►

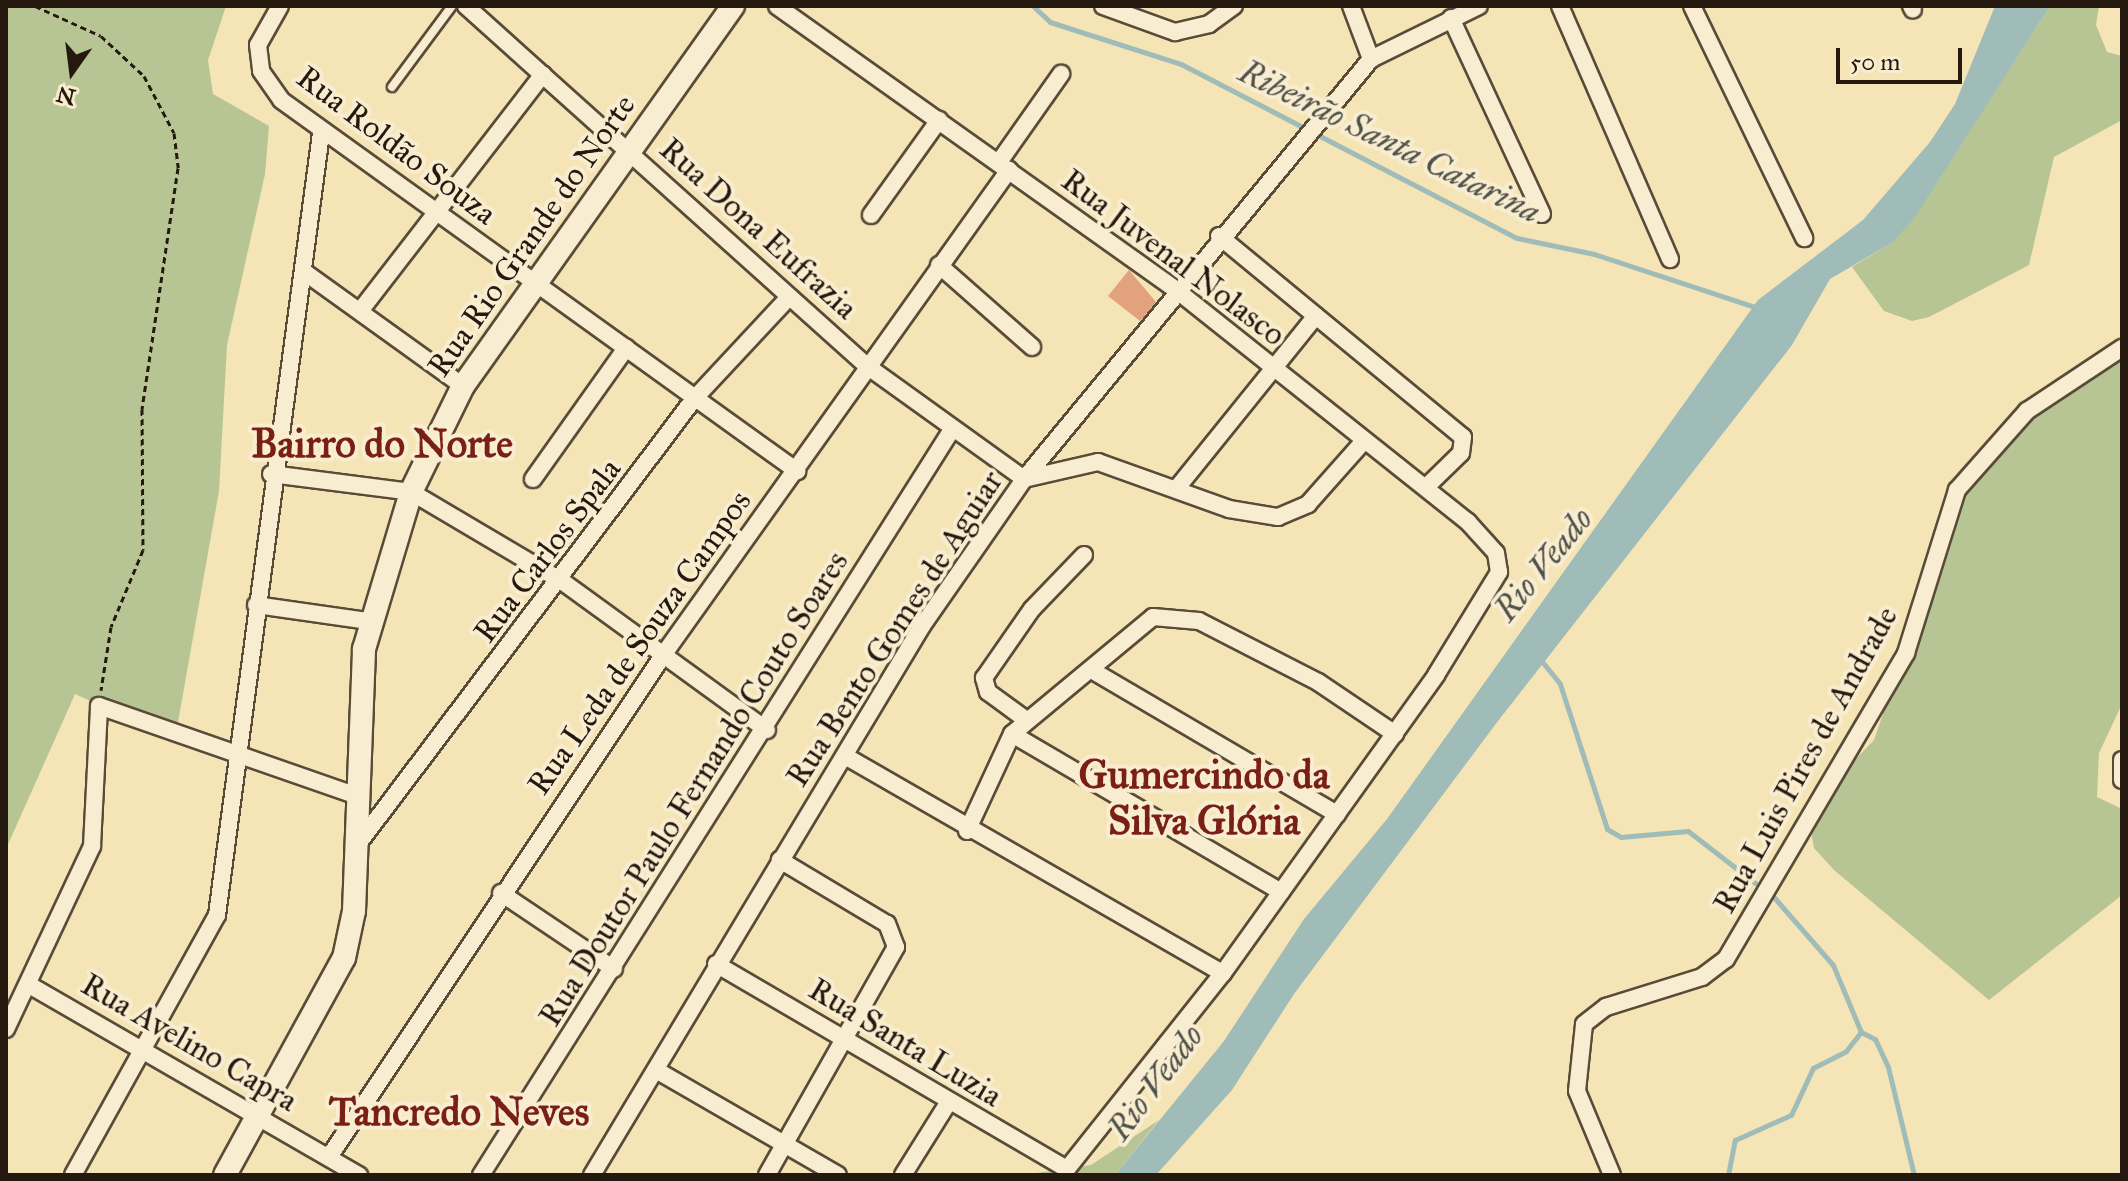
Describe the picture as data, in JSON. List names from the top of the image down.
{
  "streets": {
    "main road": ["Rua Rio Grande do Norte"],
    "street": [
      "Rua Roldão Souza",
      "Rua Dona Eufrazia",
      "Rua Juvenal Nolasco",
      "Rua Carlos Spala",
      "Rua Bento Gomes de Aguiar",
      "Rua Leda de Souza Campos",
      "Rua Luis Pires de Andrade",
      "Rua Doutor Paulo Fernando Couto Soares",
      "Rua Avelino Capra",
      "Rua Santa Luzia"
    ]
  },
  "crossings": [
    ["Rua Roldão Souza", "Rua Rio Grande do Norte"],
    ["Rua Roldão Souza", "Rua Carlos Spala"],
    ["Rua Roldão Souza", "Rua Leda de Souza Campos"],
    ["Rua Dona Eufrazia", "Rua Rio Grande do Norte"],
    ["Rua Dona Eufrazia", "Rua Carlos Spala"],
    ["Rua Dona Eufrazia", "Rua Bento Gomes de Aguiar"],
    ["Rua Dona Eufrazia", "Rua Leda de Souza Campos"],
    ["Rua Dona Eufrazia", "Rua Doutor Paulo Fernando Couto Soares"],
    ["Rua Rio Grande do Norte", "Rua Carlos Spala"],
    ["Rua Rio Grande do Norte", "Rua Avelino Capra"],
    ["Rua Juvenal Nolasco", "Rua Bento Gomes de Aguiar"],
    ["Rua Juvenal Nolasco", "Rua Leda de Souza Campos"],
    ["Rua Bento Gomes de Aguiar", "Rua Santa Luzia"],
    ["Rua Leda de Souza Campos", "Rua Avelino Capra"]
  ],
  "districts": ["Bairro do Norte", "Gumercindo da Silva Glória", "Tancredo Neves"],
  "water": ["Ribeirão Santa Catarina", "Rio Veado"],
  "scale_bar": "50 m",
  "north": "bottom"
}
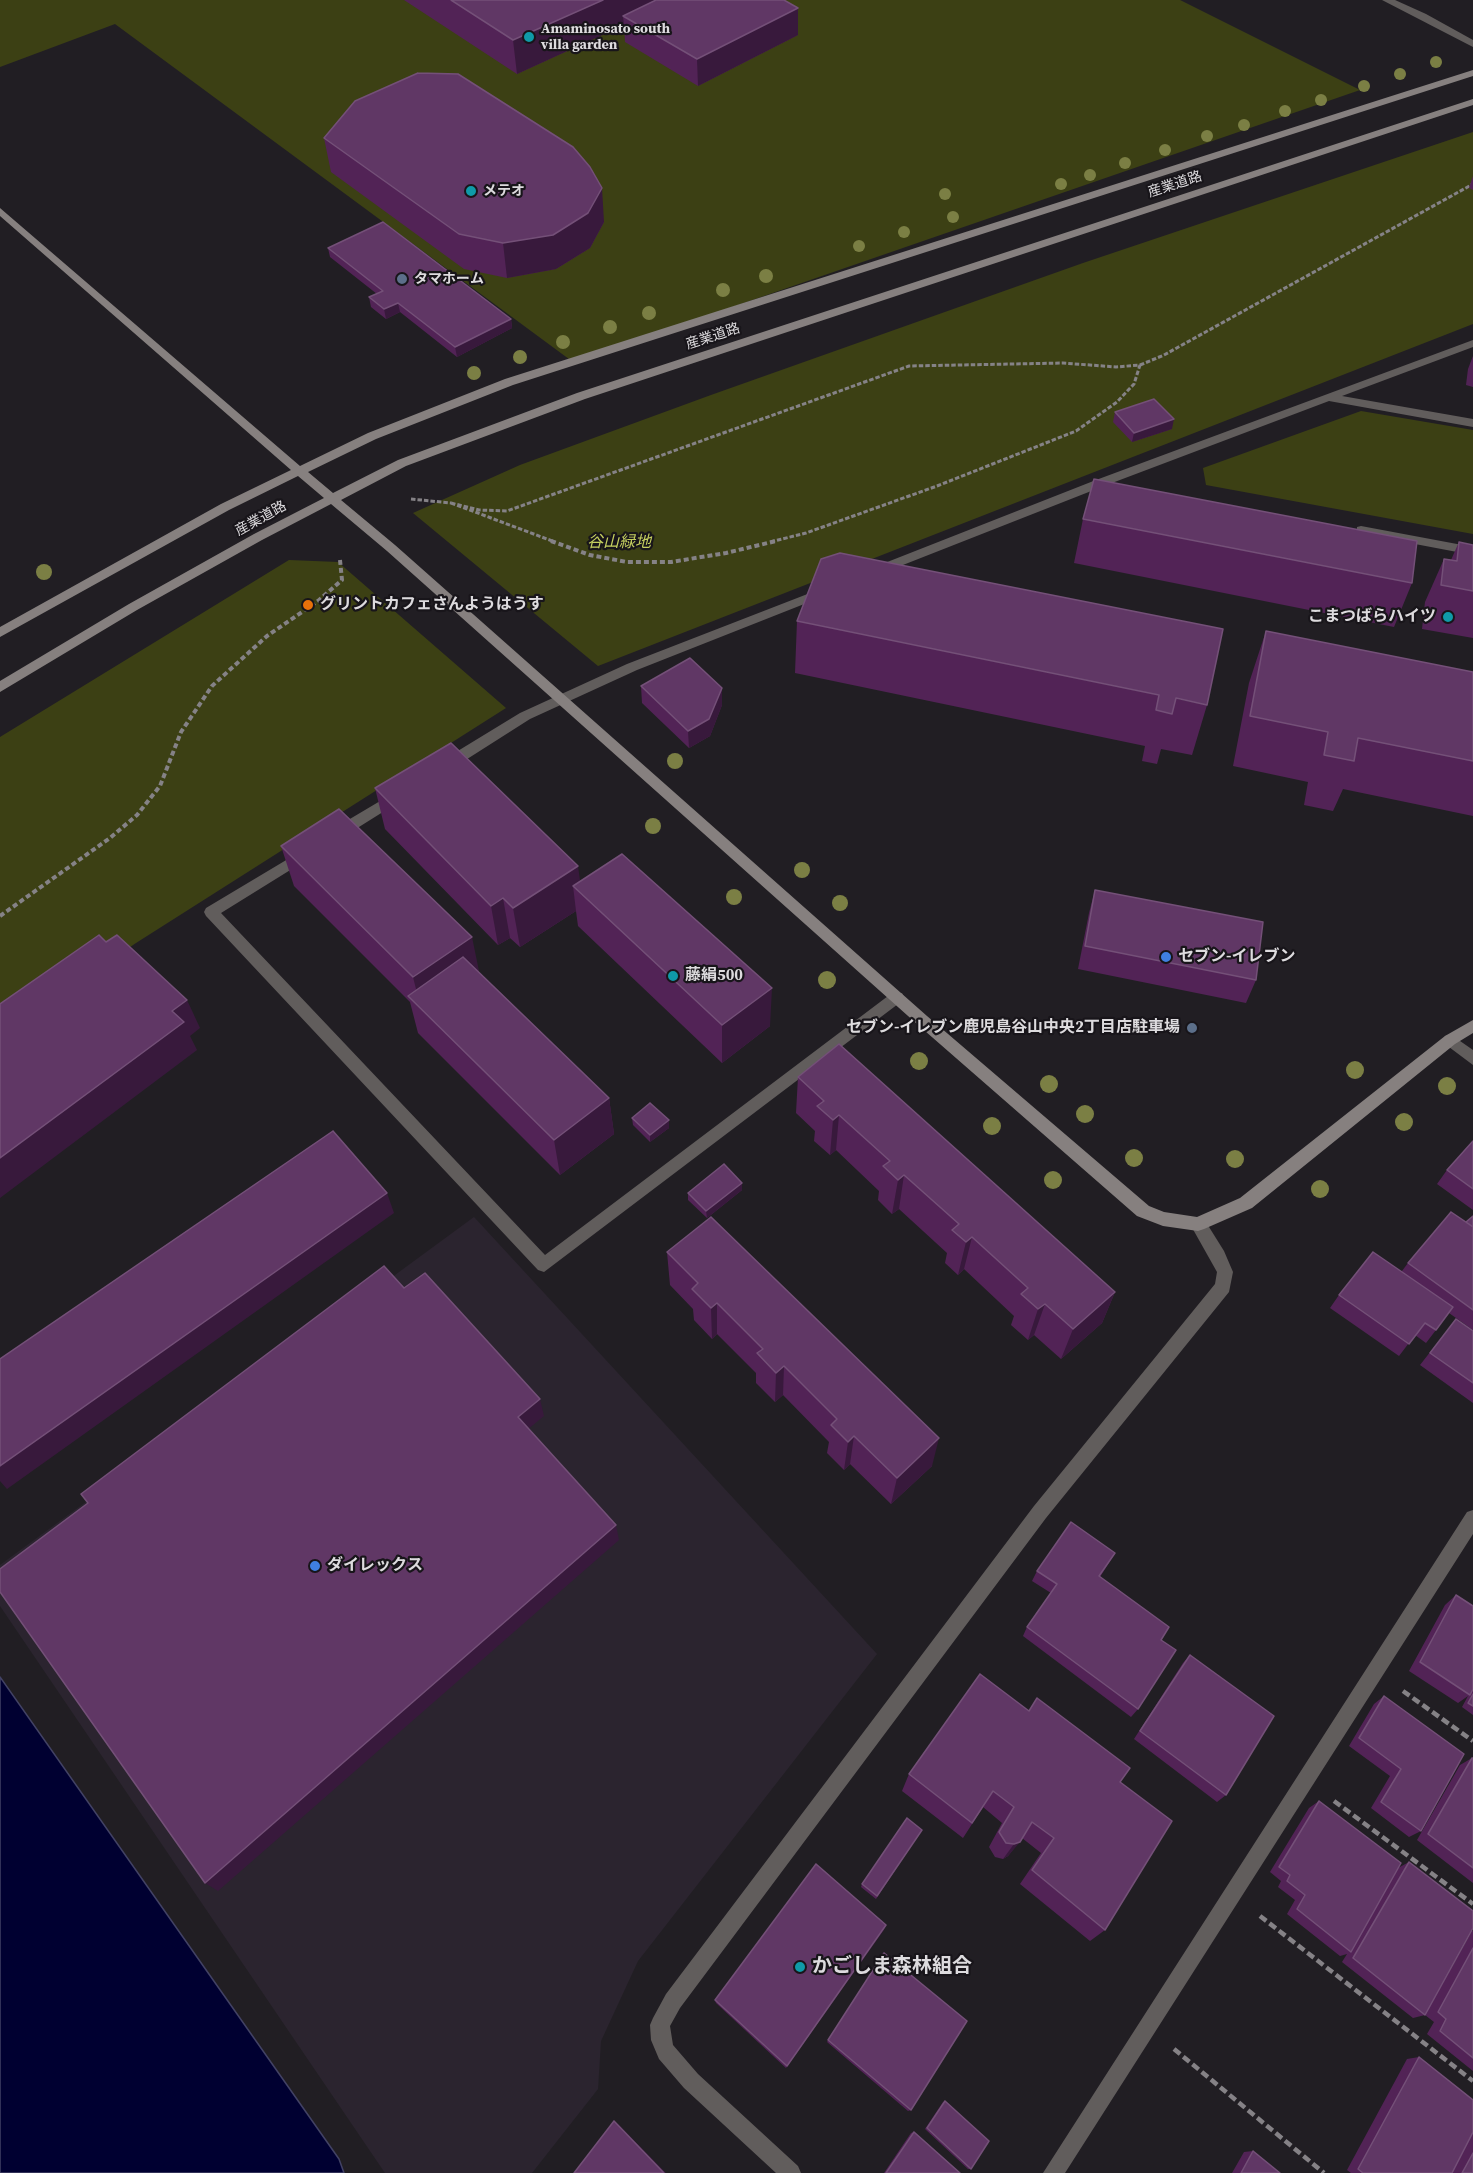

◄

WHAT YOU SHOULD DO:
For every line in the listing above that contains "Campos", copy that line.

EXERCISE OUTPUT:
      "Rua Leda de Souza Campos",
    ["Rua Roldão Souza", "Rua Leda de Souza Campos"],
    ["Rua Dona Eufrazia", "Rua Leda de Souza Campos"],
    ["Rua Juvenal Nolasco", "Rua Leda de Souza Campos"],
    ["Rua Leda de Souza Campos", "Rua Avelino Capra"]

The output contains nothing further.